=== Dataset records ===
^^^^

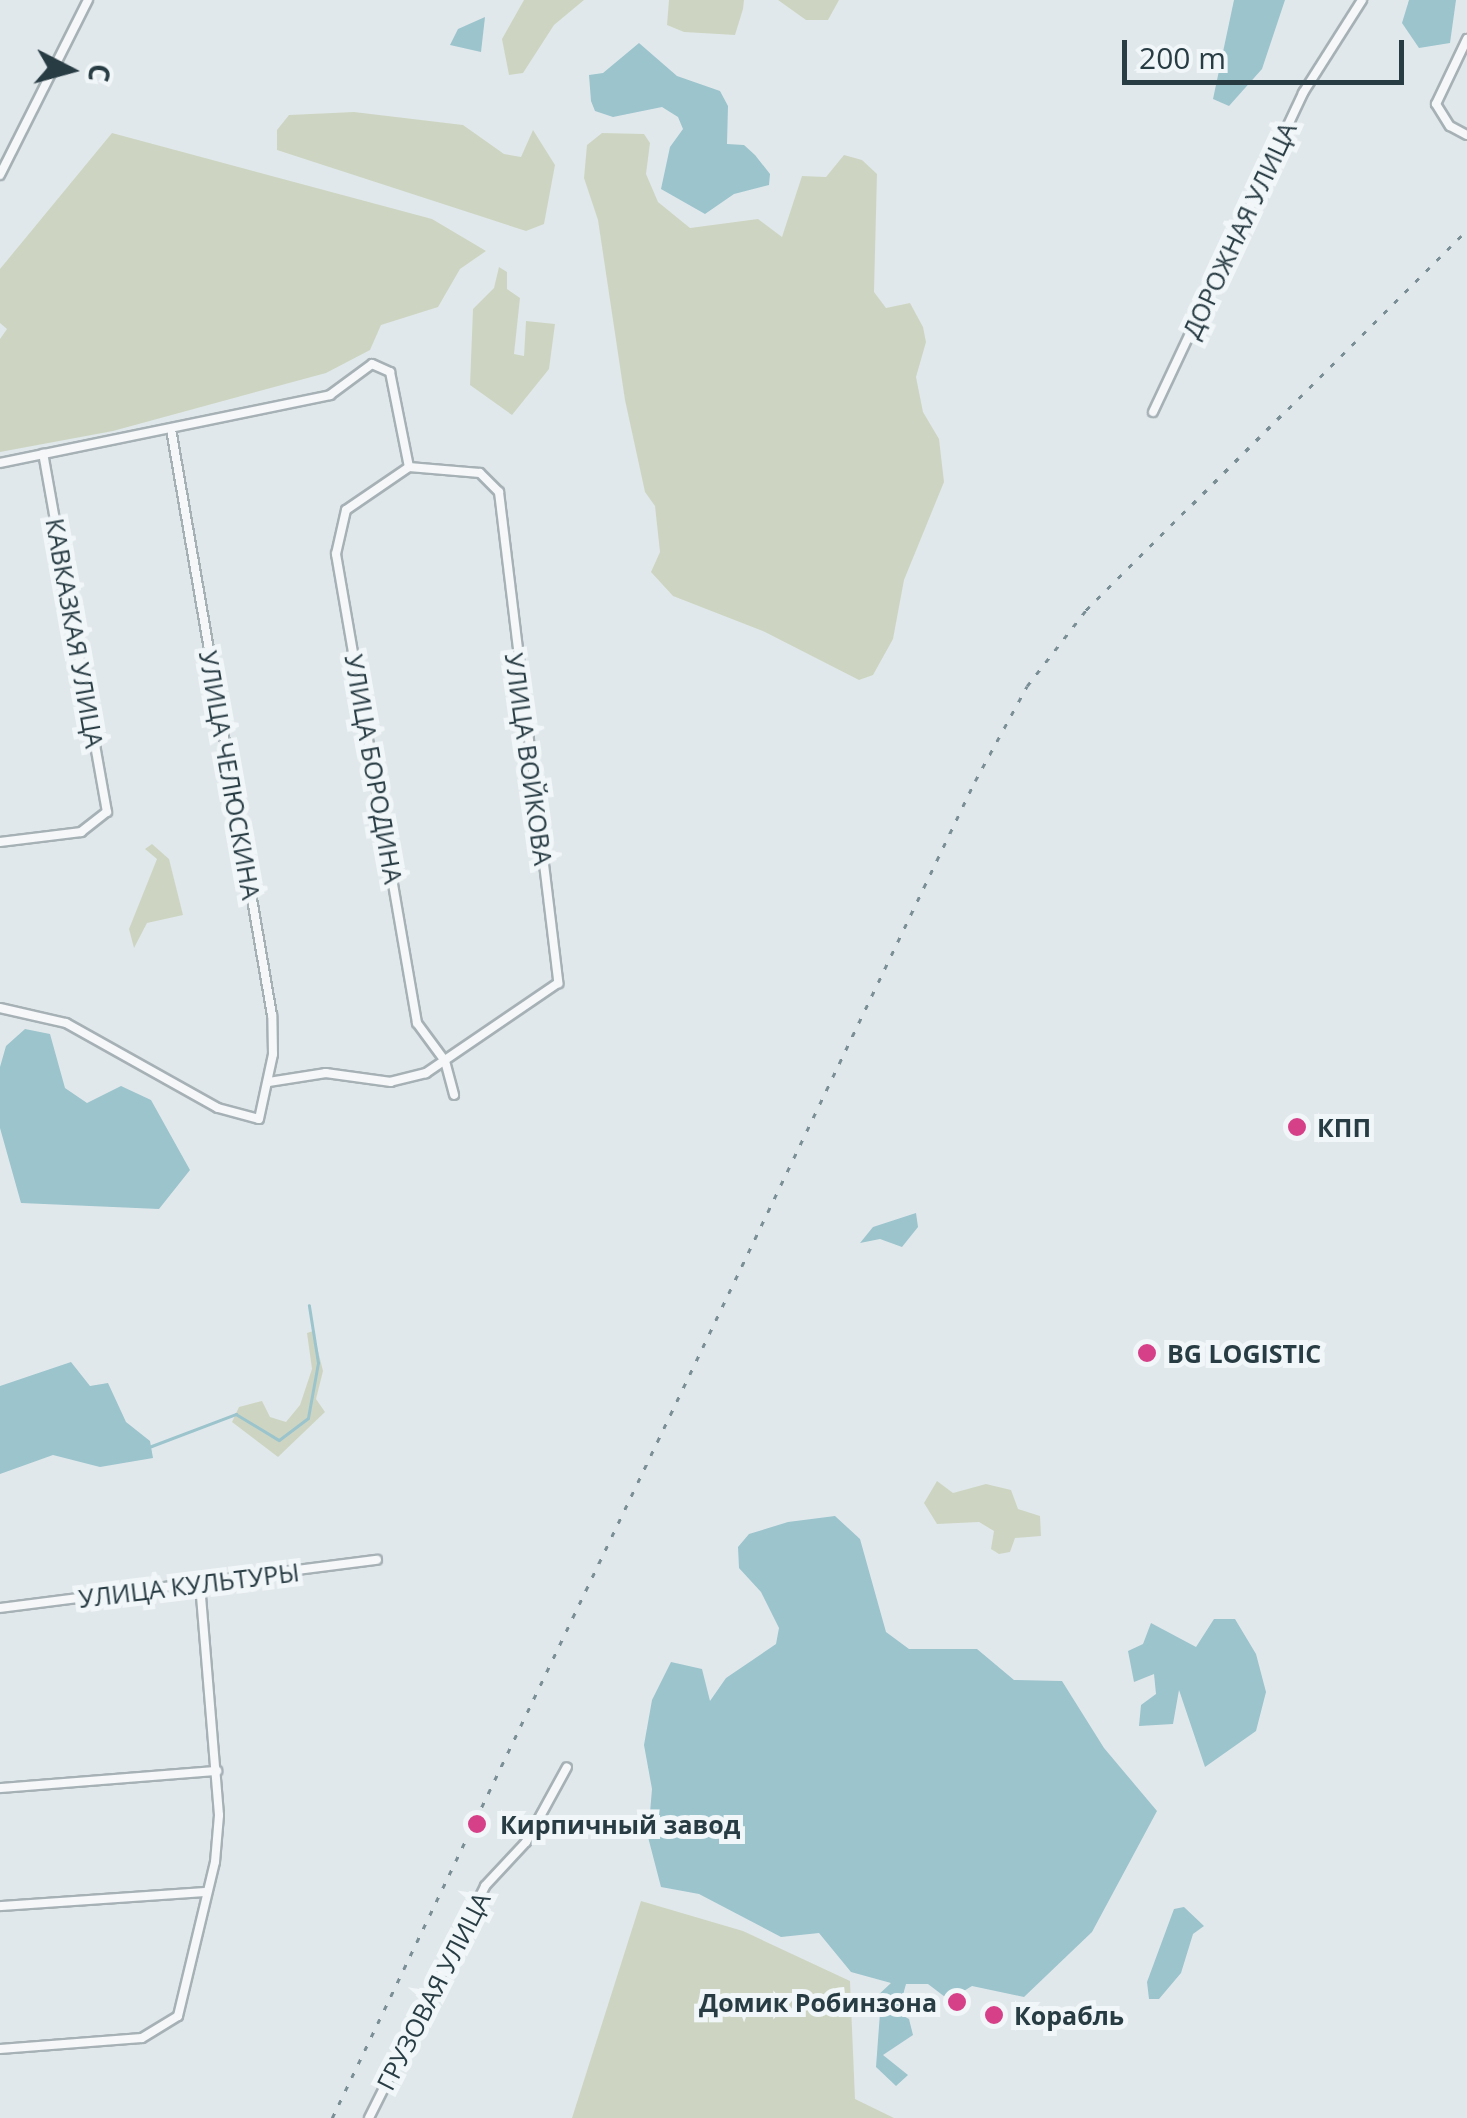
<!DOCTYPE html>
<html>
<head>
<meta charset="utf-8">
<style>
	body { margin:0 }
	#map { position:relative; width:1467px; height:2118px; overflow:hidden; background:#e1e8eb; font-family:"Open Sans",sans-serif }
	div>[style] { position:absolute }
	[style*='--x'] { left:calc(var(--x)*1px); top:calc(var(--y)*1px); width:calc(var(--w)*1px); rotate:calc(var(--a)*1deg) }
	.green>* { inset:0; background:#cdd5c2 }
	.water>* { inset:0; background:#9bc4cd }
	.stream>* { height:2.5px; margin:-1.25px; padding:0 1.25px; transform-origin:1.25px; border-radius:1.25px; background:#9bc4cd }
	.roads { filter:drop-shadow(2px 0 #a6b1b6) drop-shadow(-2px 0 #a6b1b6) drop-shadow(0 2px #a6b1b6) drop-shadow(0 -2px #a6b1b6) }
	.street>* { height:8px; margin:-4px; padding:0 4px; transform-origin:4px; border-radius:4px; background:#f5f7f9 }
	.rail>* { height:2.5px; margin-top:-1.25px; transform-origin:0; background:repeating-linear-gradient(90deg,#7a8e95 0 5px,transparent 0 15px) }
	.dots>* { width:28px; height:28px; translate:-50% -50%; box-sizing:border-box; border:5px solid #f1f6f8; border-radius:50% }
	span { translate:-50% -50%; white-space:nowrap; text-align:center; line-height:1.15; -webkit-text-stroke:10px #f1f6f8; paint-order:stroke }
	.street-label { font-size:25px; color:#283c44 }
	.poi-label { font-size:25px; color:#283c44; font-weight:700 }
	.left { translate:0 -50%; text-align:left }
	.right { translate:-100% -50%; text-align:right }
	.north { position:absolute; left:20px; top:20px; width:100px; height:100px; -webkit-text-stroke:8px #f1f6f8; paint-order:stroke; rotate:96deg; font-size:28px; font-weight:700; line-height:40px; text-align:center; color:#283c44 }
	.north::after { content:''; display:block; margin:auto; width:35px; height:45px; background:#283c44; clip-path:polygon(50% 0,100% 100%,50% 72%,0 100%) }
	.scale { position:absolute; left:1122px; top:40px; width:282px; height:45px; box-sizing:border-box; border:5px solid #283c44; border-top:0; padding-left:12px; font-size:30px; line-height:35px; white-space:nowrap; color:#283c44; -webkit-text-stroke:8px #f1f6f8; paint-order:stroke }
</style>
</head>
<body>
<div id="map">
	<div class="green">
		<i style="clip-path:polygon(524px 0,584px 0,554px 25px,523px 73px,509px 75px,502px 39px)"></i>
		<i style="clip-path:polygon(669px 0,744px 0,743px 9px,735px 35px,684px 32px,667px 25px)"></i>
		<i style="clip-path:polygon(778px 0,839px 0,828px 20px,806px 20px)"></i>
		<i style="clip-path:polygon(354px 112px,463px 125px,504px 154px,521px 157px,533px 130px,555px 165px,544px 224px,526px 231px,277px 150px,277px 130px,289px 115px)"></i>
		<i style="clip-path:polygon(112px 133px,432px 219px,486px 251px,460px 269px,438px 307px,381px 325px,370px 350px,326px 373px,113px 431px,0 452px,0 339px,7px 329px,0 323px,0 269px)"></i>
		<i style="clip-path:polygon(602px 133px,644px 134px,650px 143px,646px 174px,658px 202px,690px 228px,758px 219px,782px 237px,802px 176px,826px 177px,844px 155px,862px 160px,877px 174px,874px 292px,886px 308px,910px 303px,923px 327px,926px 342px,916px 377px,923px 412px,939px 439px,944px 482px,904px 580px,893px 639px,873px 675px,859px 680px,765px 632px,673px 596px,651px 572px,660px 552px,655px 506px,645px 492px,625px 400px,598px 220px,584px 178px,587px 145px)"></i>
		<i style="clip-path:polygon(499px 267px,507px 272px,507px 289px,520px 298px,514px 354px,524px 356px,526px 321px,555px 324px,549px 369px,512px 415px,470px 385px,473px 309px,494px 288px)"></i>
		<i style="clip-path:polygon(152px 844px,169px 859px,183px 915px,147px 923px,134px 948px,129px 929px,157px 859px,145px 849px)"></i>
		<i style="clip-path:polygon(313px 1331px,323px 1371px,316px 1399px,325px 1412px,278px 1457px,232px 1422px,239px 1407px,262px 1401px,270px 1417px,286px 1422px,300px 1405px,312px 1369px,307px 1333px)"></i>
		<i style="clip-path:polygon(937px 1481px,953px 1493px,986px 1484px,1011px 1490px,1018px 1509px,1040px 1516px,1041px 1536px,1015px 1538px,1010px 1552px,999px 1554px,991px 1549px,994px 1531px,979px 1522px,937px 1524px,924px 1503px)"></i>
		<i style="clip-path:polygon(641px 1901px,743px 1931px,850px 1981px,855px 2099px,894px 2118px,572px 2118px)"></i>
	</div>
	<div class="water">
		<i style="clip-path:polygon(1234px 0,1285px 0,1262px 69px,1229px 106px,1213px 99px)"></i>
		<i style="clip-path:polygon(1409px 0,1456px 0,1450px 43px,1419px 48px,1402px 23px)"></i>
		<i style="clip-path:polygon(485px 17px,481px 52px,450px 45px,458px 29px)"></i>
		<i style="clip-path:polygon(639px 43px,677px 76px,720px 91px,728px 106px,727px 144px,744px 145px,755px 155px,770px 174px,769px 185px,734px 194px,705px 214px,661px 189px,670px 147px,683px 129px,678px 117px,662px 107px,613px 117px,595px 111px,591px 101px,589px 75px,603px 73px)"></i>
		<i style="clip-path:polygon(25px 1029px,50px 1034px,65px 1088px,87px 1103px,121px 1086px,151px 1100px,190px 1170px,159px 1209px,21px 1203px,0 1128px,0 1067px,6px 1046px)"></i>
		<i style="clip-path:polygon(916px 1213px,918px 1227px,902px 1247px,880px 1239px,860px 1243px,873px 1227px)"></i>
		<i style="clip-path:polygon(71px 1362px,90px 1386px,108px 1383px,126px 1422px,150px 1441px,153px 1458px,100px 1467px,53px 1455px,0 1474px,0 1386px)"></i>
		<i style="clip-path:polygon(835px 1516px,860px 1539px,886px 1632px,909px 1649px,977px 1649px,1014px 1680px,1062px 1681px,1104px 1748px,1157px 1811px,1092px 1932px,1024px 1997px,972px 1986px,949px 2000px,928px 1984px,906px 1984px,898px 2013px,909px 2019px,913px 2035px,883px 2055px,908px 2075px,896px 2086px,876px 2067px,880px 2013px,875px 1998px,891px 1983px,851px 1972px,819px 1933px,781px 1937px,699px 1894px,661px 1887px,648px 1837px,652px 1789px,644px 1745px,652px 1700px,671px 1662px,702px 1669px,710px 1701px,726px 1678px,776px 1644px,779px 1628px,761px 1592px,739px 1568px,738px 1547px,749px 1534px,788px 1522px)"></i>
		<i style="clip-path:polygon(1214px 1619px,1235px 1619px,1256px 1654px,1266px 1692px,1256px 1731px,1205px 1767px,1179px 1690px,1173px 1724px,1139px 1726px,1141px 1705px,1156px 1694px,1154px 1674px,1134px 1682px,1128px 1651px,1143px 1644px,1151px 1623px,1196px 1647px)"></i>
		<i style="clip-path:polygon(1184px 1907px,1204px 1926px,1193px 1934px,1181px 1973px,1159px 1999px,1149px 1999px,1147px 1982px,1174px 1909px)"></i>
	</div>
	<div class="stream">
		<i style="--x:149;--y:1447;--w:93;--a:-20.8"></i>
		<i style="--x:236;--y:1414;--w:50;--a:31.2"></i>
		<i style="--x:279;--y:1440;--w:36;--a:-37"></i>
		<i style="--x:308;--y:1418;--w:56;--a:-79.7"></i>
		<i style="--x:318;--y:1363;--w:58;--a:-99"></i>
	</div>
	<div class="roads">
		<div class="street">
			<i style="--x:1467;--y:39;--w:72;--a:115.5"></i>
			<i style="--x:1436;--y:104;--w:26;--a:58"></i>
			<i style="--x:1450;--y:126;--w:19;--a:28"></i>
			<i style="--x:0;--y:175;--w:196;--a:-63.3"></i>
			<i style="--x:1153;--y:412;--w:353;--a:-64.8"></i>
			<i style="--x:1303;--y:93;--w:110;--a:-57.6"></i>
			<i style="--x:0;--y:463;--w:337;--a:-11.6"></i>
			<i style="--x:330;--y:395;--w:52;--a:-36.4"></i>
			<i style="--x:372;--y:364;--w:20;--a:24"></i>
			<i style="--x:390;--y:372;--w:97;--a:78.7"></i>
			<i style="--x:409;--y:467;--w:71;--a:4.8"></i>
			<i style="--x:480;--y:473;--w:27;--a:45"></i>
			<i style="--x:499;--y:492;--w:495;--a:83.1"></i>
			<i style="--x:558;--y:983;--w:160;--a:145.7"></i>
			<i style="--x:426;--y:1073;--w:36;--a:166"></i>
			<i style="--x:391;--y:1082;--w:66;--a:-172.1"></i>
			<i style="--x:326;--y:1073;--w:58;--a:171"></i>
			<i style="--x:409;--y:467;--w:76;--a:145.7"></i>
			<i style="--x:346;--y:510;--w:45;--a:102.8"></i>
			<i style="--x:336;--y:554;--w:476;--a:80.2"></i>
			<i style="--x:417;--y:1023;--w:47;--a:53.6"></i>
			<i style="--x:445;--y:1061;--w:35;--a:75"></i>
			<i style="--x:0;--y:842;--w:82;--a:-7"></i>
			<i style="--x:81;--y:832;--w:33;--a:-38"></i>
			<i style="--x:107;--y:812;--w:364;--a:-100.1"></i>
			<i style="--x:0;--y:1008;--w:68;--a:12.8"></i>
			<i style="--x:66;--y:1023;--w:174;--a:29.2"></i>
			<i style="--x:218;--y:1108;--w:42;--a:15"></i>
			<i style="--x:259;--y:1119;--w:66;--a:-77.8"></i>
			<i style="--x:273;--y:1054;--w:39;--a:-91"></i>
			<i style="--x:272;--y:1015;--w:595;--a:-99.78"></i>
			<i style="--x:0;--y:1608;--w:380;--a:-7.3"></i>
			<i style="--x:0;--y:1788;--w:218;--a:-4.5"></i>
			<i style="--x:0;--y:1906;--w:205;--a:-3.9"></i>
			<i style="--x:0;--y:2049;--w:142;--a:-4.4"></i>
			<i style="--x:142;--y:2038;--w:42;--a:-31.4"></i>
			<i style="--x:178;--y:2016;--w:158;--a:-76.5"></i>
			<i style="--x:215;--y:1862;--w:47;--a:-85.1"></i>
			<i style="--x:219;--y:1815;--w:231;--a:-94.7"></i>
			<i style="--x:369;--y:2118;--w:259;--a:-63.4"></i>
			<i style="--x:485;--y:1886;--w:60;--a:-47"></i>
			<i style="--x:526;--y:1842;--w:85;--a:-61.3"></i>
		</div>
	</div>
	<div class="rail">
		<i style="--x:332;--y:2118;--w:1484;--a:-64.32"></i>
		<i style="--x:975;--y:781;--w:108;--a:-61.3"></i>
		<i style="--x:1027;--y:686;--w:96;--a:-52.2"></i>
		<i style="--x:1086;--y:610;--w:538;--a:-44.92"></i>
	</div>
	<div class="dots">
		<i style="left:1297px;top:1127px;background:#d64089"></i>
		<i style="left:1147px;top:1353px;background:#d64089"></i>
		<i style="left:477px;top:1824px;background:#d64089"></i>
		<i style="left:957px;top:2002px;background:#d64089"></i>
		<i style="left:994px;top:2015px;background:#d64089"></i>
	</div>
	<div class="street-label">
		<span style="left:1239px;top:230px;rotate:-65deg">ДОРОЖНАЯ УЛИЦА</span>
		<span style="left:75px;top:633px;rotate:80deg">КАВКАЗКАЯ УЛИЦА</span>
		<span style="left:529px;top:759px;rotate:82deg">УЛИЦА ВОЙКОВА</span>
		<span style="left:374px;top:769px;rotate:80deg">УЛИЦА БОРОДИНА</span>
		<span style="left:230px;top:775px;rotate:80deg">УЛИЦА ЧЕЛЮСКИНА</span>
		<span style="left:189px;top:1585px;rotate:-7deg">УЛИЦА КУЛЬТУРЫ</span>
		<span style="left:433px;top:1991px;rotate:-63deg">ГРУЗОВАЯ УЛИЦА</span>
	</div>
	<div class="poi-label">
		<span class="left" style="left:1317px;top:1127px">КПП</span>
		<span class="left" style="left:1167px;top:1353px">BG LOGISTIC</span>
		<span class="left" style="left:500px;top:1824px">Кирпичный завод</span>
		<span class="right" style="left:937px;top:2002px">Домик Робинзона</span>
		<span class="left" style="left:1014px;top:2015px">Корабль</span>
	</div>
	<div class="north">С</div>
	<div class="scale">200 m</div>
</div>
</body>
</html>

^^^^

=== WHAT YOU WILL DO ===
Repeat exactly the lines from the start of the entries down to the line with "height:2.5px; margin:-1.25px; padding:0", keeping both ends but none of the pictures.

=== EXPECTED OUTPUT ===
<!DOCTYPE html>
<html>
<head>
<meta charset="utf-8">
<style>
	body { margin:0 }
	#map { position:relative; width:1467px; height:2118px; overflow:hidden; background:#e1e8eb; font-family:"Open Sans",sans-serif }
	div>[style] { position:absolute }
	[style*='--x'] { left:calc(var(--x)*1px); top:calc(var(--y)*1px); width:calc(var(--w)*1px); rotate:calc(var(--a)*1deg) }
	.green>* { inset:0; background:#cdd5c2 }
	.water>* { inset:0; background:#9bc4cd }
	.stream>* { height:2.5px; margin:-1.25px; padding:0 1.25px; transform-origin:1.25px; border-radius:1.25px; background:#9bc4cd }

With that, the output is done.